An MSU physicist believes he has solved the "black hole information paradox"

A simulated view of a black hole. A real black hole can't be observed.
user Alain r Wikimedia Commons

Ever since Stephen Hawking came out with his theory about how black holes work, physicists – including Hawking himself – have been wrestling with a "hole" in that theory.

Hawking postulated that if you threw something like a chair into a black hole, given enough time that chair would "dematerialize." It would disappear, leaving no trace of its existence.

But the laws of physics don't allow for things to simply disappear. Things can change, or be altered, but they can't disappear. You can burn a piece of paper, and it's no longer there, but the carbon, water, and other molecules still exist somewhere. Again, it can't simply disappear.
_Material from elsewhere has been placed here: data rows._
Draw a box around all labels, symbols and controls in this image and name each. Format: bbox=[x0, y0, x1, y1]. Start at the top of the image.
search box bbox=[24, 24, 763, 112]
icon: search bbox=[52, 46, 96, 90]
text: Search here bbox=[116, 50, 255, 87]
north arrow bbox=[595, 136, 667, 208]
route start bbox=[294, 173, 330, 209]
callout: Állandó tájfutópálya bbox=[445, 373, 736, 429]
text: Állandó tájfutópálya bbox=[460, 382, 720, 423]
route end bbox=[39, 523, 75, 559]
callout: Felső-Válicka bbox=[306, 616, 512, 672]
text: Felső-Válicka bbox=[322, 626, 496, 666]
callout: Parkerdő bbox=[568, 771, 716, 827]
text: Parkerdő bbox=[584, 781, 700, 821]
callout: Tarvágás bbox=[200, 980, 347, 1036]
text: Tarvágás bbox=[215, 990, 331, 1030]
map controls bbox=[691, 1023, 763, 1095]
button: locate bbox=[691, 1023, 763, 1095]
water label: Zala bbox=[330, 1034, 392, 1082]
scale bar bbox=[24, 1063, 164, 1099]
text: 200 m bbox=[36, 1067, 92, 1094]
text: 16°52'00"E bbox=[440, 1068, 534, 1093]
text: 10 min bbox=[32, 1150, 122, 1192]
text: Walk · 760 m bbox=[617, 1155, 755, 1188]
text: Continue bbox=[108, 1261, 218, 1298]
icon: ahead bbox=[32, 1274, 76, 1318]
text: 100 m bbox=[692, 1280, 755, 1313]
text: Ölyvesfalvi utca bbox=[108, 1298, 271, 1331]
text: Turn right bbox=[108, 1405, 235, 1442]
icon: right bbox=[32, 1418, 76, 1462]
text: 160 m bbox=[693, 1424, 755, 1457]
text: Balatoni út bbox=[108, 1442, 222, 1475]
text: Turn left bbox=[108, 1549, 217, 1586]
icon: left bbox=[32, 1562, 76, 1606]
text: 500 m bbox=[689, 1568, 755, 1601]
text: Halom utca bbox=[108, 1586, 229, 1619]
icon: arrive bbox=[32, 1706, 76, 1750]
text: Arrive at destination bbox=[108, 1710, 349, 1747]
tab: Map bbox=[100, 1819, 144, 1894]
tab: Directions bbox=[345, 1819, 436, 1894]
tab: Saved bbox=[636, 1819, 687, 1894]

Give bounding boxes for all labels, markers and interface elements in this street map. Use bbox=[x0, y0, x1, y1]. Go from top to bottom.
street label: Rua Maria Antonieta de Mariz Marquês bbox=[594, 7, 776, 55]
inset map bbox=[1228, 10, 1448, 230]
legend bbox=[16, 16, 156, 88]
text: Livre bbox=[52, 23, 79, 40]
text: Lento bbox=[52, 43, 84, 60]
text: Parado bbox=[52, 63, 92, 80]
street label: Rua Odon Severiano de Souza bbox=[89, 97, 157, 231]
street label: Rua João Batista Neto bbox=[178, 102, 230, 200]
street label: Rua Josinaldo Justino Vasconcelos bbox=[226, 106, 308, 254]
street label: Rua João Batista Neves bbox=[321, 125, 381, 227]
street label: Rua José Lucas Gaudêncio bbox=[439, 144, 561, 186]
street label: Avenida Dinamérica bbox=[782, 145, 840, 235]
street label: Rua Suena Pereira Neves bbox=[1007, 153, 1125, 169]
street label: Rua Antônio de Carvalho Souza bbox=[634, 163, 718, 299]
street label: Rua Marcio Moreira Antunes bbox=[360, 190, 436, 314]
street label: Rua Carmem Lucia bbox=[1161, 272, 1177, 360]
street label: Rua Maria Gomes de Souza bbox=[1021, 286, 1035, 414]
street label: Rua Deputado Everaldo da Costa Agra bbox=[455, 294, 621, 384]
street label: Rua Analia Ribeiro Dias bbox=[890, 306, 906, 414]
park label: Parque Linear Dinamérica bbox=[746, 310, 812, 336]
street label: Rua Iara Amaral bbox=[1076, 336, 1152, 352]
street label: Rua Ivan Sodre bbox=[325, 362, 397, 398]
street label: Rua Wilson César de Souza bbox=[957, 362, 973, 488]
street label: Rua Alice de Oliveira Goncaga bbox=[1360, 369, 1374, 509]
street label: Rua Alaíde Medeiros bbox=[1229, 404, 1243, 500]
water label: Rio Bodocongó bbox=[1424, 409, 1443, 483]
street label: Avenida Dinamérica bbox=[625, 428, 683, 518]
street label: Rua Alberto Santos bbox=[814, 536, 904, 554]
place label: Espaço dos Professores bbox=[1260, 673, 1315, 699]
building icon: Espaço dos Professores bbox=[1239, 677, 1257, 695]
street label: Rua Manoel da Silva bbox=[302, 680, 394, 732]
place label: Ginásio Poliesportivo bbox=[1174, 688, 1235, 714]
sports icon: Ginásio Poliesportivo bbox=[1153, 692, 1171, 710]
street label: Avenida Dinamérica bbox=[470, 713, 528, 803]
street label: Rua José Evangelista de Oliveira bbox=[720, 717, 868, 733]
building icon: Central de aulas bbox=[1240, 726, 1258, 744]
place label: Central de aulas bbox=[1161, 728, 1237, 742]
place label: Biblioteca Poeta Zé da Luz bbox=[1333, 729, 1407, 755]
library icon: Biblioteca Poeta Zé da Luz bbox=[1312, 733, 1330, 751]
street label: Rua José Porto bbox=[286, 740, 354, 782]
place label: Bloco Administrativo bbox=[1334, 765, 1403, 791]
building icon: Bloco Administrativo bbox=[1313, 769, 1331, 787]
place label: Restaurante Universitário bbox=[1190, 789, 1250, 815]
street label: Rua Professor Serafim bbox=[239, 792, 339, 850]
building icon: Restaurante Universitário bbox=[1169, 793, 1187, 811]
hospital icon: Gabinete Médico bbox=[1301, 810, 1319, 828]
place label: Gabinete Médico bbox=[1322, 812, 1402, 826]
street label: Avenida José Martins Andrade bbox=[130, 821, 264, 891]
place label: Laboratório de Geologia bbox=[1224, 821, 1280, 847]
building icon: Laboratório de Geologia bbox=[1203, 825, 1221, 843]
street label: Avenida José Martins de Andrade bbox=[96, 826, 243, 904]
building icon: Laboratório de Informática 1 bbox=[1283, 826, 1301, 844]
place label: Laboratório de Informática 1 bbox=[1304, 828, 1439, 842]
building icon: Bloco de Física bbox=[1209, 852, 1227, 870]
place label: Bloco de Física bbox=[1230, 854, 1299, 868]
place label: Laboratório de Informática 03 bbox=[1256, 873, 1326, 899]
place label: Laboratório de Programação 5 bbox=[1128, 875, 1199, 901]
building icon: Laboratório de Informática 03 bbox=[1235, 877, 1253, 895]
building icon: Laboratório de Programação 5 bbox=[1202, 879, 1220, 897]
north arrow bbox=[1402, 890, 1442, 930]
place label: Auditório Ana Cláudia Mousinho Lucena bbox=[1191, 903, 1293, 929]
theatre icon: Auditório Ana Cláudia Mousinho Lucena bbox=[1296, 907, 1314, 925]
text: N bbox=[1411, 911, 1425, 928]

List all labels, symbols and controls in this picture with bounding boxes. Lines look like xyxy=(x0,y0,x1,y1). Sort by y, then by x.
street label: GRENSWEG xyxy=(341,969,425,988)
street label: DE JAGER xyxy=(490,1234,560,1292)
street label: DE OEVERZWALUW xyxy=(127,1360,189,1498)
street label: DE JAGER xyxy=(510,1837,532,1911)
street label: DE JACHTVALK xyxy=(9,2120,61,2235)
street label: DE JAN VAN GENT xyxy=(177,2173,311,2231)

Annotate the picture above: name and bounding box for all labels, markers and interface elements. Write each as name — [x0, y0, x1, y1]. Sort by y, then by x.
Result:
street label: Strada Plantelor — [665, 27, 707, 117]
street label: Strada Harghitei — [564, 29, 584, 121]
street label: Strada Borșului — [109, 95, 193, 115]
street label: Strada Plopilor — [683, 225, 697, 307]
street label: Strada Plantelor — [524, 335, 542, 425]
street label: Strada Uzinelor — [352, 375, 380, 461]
It's called the black hole information paradox.

PBS' Kate Becker quoted Stanford physicist Leonard Susskind in describing Hawking's theory in her post "Do Black Holes Destroy Information?":

As Leonard Susskind wrote in “The Black Hole War,” his 2008 book on the problem of black holes and information loss, “The possibility of hiding information in a vault would hardly be a cause for alarm, but what if when the door was shut, the vault evaporated right in front of your eyes? That’s exactly what Hawking predicted would happen to the black hole.”

The solution?

Now comes a theoretical physicist and computational biologist from Michigan State University who believes he has solved Hawking's black hole information paradox.

Chris Adami joined us today on Stateside. (You can listen to how he explains his theory above.)

Hawking discovered that black holes emit a glow called the “Hawking radiation.” That radiation, Hawking theorized, consumes the black hole and all things in the hole are lost. Poof! Nothing left.

Adami theorizes that a copy of the chair is made before it goes into the black hole.